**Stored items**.
_____
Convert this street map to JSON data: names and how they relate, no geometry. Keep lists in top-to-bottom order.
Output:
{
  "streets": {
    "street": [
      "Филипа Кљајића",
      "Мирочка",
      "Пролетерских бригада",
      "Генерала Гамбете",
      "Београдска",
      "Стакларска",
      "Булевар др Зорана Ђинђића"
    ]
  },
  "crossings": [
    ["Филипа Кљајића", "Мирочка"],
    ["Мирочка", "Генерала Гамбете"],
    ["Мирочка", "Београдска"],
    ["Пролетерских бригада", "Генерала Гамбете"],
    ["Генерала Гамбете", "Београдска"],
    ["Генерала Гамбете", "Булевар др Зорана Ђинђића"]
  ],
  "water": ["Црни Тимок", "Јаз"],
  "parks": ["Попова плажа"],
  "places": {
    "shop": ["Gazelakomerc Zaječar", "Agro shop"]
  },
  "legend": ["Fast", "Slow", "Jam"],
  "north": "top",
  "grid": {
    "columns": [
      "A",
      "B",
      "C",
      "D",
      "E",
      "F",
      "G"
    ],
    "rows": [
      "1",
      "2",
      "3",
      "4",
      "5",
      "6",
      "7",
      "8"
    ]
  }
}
_____
**What is needed**.
Repeat, word for word, all of the data shown above.

**Answer for the task**.
Convert this street map to JSON data: names and how they relate, no geometry. Keep lists in top-to-bottom order.
Output:
{
  "streets": {
    "street": [
      "Филипа Кљајића",
      "Мирочка",
      "Пролетерских бригада",
      "Генерала Гамбете",
      "Београдска",
      "Стакларска",
      "Булевар др Зорана Ђинђића"
    ]
  },
  "crossings": [
    ["Филипа Кљајића", "Мирочка"],
    ["Мирочка", "Генерала Гамбете"],
    ["Мирочка", "Београдска"],
    ["Пролетерских бригада", "Генерала Гамбете"],
    ["Генерала Гамбете", "Београдска"],
    ["Генерала Гамбете", "Булевар др Зорана Ђинђића"]
  ],
  "water": ["Црни Тимок", "Јаз"],
  "parks": ["Попова плажа"],
  "places": {
    "shop": ["Gazelakomerc Zaječar", "Agro shop"]
  },
  "legend": ["Fast", "Slow", "Jam"],
  "north": "top",
  "grid": {
    "columns": [
      "A",
      "B",
      "C",
      "D",
      "E",
      "F",
      "G"
    ],
    "rows": [
      "1",
      "2",
      "3",
      "4",
      "5",
      "6",
      "7",
      "8"
    ]
  }
}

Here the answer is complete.